Stored data entries:
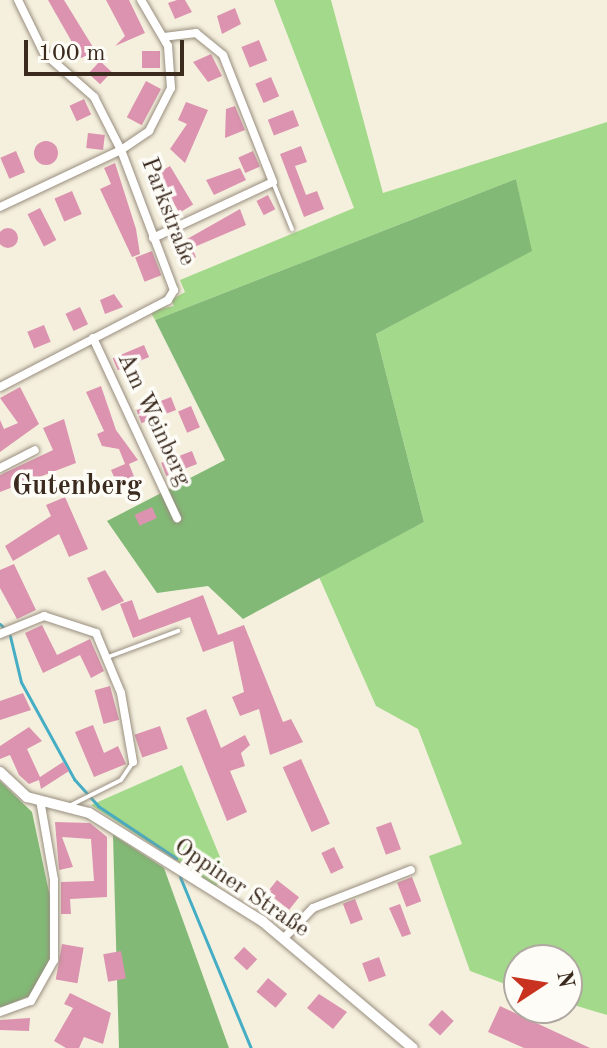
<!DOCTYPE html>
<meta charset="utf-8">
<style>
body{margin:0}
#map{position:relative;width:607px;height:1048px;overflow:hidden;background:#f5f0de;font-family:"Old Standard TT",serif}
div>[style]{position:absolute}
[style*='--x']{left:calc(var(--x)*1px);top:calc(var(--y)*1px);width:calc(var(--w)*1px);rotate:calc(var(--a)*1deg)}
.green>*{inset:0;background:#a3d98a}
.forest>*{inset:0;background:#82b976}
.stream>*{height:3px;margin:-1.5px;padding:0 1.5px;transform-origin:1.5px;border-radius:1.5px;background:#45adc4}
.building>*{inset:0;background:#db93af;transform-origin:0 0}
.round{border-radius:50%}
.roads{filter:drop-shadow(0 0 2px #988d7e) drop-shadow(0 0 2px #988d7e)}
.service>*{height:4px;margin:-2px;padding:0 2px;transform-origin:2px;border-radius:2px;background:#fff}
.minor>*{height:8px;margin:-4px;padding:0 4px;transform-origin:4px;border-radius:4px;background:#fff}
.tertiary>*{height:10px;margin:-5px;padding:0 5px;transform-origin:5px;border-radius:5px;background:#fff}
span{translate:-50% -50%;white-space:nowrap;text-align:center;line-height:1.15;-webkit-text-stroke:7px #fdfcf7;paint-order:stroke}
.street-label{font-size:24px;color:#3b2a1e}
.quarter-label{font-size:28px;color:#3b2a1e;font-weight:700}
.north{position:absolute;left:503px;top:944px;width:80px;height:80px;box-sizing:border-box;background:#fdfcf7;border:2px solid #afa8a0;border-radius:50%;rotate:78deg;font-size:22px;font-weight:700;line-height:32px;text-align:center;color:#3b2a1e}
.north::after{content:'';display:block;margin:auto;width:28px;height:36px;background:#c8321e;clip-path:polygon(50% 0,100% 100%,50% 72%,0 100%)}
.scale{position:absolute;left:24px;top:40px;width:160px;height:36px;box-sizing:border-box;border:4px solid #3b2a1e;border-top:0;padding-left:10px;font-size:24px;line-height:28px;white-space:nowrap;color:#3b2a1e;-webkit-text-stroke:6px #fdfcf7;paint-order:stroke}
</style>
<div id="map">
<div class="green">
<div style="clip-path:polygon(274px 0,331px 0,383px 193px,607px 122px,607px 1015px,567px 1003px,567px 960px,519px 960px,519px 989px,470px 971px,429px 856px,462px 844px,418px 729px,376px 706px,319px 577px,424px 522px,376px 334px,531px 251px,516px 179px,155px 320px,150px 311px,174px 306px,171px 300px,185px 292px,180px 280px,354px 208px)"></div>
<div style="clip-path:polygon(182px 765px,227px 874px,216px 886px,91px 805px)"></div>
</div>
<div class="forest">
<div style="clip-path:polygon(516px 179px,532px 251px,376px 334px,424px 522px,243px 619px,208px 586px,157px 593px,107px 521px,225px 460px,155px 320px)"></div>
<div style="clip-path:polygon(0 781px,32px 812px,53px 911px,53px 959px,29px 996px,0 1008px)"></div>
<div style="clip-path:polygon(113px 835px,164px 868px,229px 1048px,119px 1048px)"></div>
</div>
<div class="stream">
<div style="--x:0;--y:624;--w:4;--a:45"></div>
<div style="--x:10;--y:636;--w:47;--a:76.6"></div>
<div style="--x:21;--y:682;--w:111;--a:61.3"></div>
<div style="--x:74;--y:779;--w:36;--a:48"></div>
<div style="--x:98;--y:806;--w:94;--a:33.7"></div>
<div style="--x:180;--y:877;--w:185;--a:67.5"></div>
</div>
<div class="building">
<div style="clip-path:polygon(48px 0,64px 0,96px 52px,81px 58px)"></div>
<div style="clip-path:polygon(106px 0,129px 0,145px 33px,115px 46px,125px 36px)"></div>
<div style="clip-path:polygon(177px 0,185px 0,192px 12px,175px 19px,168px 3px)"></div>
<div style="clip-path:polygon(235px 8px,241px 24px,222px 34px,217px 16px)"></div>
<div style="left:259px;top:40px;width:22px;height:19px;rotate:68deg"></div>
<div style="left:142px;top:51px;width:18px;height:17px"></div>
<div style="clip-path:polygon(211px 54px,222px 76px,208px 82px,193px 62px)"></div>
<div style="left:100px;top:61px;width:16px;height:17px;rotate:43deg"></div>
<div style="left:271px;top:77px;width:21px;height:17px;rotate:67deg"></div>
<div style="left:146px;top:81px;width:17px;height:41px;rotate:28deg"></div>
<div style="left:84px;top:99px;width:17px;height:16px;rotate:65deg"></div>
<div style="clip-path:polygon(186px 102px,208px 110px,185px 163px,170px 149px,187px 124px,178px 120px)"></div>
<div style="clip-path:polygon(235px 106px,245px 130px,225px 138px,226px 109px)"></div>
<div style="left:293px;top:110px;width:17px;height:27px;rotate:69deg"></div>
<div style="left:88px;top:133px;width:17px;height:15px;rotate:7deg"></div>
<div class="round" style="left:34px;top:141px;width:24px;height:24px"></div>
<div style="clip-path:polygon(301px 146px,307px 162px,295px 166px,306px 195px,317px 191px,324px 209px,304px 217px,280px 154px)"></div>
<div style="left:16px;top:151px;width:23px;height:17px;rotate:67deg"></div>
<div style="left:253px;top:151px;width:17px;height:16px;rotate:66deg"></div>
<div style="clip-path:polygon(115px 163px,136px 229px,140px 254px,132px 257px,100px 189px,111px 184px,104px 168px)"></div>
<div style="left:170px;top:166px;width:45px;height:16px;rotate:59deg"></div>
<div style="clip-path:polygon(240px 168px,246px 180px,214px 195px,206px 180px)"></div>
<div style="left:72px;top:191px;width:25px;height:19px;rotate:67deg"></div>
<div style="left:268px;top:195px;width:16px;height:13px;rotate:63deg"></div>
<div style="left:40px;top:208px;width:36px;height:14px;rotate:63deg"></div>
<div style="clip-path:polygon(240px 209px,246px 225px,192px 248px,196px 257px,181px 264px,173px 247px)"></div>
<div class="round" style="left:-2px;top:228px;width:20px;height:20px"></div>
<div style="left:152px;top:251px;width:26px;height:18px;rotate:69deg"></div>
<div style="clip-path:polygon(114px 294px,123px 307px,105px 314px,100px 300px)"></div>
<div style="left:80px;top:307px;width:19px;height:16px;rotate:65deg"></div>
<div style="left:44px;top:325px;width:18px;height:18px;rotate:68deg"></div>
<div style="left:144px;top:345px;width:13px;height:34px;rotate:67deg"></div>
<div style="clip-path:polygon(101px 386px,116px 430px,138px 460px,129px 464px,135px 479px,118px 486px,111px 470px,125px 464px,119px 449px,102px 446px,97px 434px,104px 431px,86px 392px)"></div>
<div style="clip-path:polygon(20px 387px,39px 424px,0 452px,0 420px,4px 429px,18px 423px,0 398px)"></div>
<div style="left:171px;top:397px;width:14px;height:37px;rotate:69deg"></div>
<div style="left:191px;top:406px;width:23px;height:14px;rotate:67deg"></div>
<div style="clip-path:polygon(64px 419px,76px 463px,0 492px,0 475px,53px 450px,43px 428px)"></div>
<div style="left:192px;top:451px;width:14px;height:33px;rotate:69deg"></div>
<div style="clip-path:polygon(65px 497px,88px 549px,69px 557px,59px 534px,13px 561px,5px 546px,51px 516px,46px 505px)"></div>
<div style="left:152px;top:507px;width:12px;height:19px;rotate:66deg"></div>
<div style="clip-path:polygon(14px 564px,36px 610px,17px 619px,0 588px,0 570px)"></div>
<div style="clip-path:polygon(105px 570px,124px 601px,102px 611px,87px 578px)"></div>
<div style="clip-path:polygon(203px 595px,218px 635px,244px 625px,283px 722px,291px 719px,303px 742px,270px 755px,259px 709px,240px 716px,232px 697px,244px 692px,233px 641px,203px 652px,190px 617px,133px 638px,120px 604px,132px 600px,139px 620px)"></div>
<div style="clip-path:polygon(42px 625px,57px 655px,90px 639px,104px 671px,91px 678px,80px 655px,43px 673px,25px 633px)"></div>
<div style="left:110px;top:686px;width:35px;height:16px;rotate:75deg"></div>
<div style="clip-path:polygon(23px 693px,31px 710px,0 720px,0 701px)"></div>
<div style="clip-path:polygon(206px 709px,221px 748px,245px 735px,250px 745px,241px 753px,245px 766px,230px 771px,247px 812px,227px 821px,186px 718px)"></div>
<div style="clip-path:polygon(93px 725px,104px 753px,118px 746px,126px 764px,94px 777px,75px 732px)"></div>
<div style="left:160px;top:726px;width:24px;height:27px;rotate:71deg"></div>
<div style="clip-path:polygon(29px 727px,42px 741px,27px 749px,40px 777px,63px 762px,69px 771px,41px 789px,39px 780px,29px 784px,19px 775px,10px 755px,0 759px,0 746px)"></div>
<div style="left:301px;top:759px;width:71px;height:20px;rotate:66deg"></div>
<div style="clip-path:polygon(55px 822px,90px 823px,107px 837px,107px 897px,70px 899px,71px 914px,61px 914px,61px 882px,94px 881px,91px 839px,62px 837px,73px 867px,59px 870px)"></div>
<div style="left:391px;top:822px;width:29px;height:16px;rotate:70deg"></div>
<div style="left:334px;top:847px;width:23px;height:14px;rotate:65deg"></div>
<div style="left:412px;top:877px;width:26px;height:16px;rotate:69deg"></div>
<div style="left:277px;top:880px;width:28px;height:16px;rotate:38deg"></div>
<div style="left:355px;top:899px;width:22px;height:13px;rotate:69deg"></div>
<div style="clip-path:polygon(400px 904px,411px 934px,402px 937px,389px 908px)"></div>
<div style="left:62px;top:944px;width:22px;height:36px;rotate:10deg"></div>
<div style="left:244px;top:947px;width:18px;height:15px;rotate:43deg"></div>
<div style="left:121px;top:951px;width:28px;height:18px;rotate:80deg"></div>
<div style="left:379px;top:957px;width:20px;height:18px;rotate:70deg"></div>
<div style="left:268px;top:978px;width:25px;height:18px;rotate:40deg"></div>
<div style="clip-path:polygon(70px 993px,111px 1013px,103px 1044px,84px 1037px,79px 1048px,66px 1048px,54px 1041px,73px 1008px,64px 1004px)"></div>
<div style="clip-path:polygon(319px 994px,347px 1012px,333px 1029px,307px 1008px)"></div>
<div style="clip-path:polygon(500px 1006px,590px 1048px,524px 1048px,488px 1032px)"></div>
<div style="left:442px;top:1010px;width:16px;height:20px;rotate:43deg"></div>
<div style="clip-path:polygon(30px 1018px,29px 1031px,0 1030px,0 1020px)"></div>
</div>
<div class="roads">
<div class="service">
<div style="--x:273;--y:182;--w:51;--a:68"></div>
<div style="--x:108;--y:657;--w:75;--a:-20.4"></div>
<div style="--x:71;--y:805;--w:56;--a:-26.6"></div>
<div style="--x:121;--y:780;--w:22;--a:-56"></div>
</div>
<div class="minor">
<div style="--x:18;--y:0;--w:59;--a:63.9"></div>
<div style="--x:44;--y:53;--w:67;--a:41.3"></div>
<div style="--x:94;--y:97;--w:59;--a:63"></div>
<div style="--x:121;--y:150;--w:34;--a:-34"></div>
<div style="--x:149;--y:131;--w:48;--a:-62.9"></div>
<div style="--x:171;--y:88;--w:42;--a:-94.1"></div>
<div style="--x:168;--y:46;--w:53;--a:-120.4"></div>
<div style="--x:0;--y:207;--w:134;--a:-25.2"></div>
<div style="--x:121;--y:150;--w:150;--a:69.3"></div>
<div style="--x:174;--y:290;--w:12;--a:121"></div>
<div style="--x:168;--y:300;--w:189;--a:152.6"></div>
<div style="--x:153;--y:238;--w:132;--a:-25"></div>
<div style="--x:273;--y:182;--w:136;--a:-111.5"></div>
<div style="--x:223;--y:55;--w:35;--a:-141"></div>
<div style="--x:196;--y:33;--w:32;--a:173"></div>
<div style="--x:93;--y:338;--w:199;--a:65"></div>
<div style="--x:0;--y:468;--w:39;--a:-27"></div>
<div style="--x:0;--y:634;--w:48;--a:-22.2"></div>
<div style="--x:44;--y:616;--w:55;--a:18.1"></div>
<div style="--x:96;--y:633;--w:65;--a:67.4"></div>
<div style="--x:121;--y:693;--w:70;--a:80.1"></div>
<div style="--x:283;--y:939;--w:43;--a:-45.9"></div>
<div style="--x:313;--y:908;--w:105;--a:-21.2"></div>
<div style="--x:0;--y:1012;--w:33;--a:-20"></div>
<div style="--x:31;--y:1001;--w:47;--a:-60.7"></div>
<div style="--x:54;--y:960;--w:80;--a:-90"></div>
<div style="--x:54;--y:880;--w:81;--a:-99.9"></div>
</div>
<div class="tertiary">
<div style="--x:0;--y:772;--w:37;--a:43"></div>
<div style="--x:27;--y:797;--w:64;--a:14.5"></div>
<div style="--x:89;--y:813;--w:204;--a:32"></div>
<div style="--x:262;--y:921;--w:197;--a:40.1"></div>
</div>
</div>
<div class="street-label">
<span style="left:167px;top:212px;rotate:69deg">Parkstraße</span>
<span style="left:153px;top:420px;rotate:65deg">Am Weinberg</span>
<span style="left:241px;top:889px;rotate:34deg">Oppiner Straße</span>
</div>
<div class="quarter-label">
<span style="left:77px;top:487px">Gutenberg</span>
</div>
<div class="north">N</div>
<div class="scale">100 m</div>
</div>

▶ Exercise: Print, with pictures removed, exactly the lines of the records above from the top through the line containing "2px #988d7e) drop-shadow(0".

▶ Expected output:
<!DOCTYPE html>
<meta charset="utf-8">
<style>
body{margin:0}
#map{position:relative;width:607px;height:1048px;overflow:hidden;background:#f5f0de;font-family:"Old Standard TT",serif}
div>[style]{position:absolute}
[style*='--x']{left:calc(var(--x)*1px);top:calc(var(--y)*1px);width:calc(var(--w)*1px);rotate:calc(var(--a)*1deg)}
.green>*{inset:0;background:#a3d98a}
.forest>*{inset:0;background:#82b976}
.stream>*{height:3px;margin:-1.5px;padding:0 1.5px;transform-origin:1.5px;border-radius:1.5px;background:#45adc4}
.building>*{inset:0;background:#db93af;transform-origin:0 0}
.round{border-radius:50%}
.roads{filter:drop-shadow(0 0 2px #988d7e) drop-shadow(0 0 2px #988d7e)}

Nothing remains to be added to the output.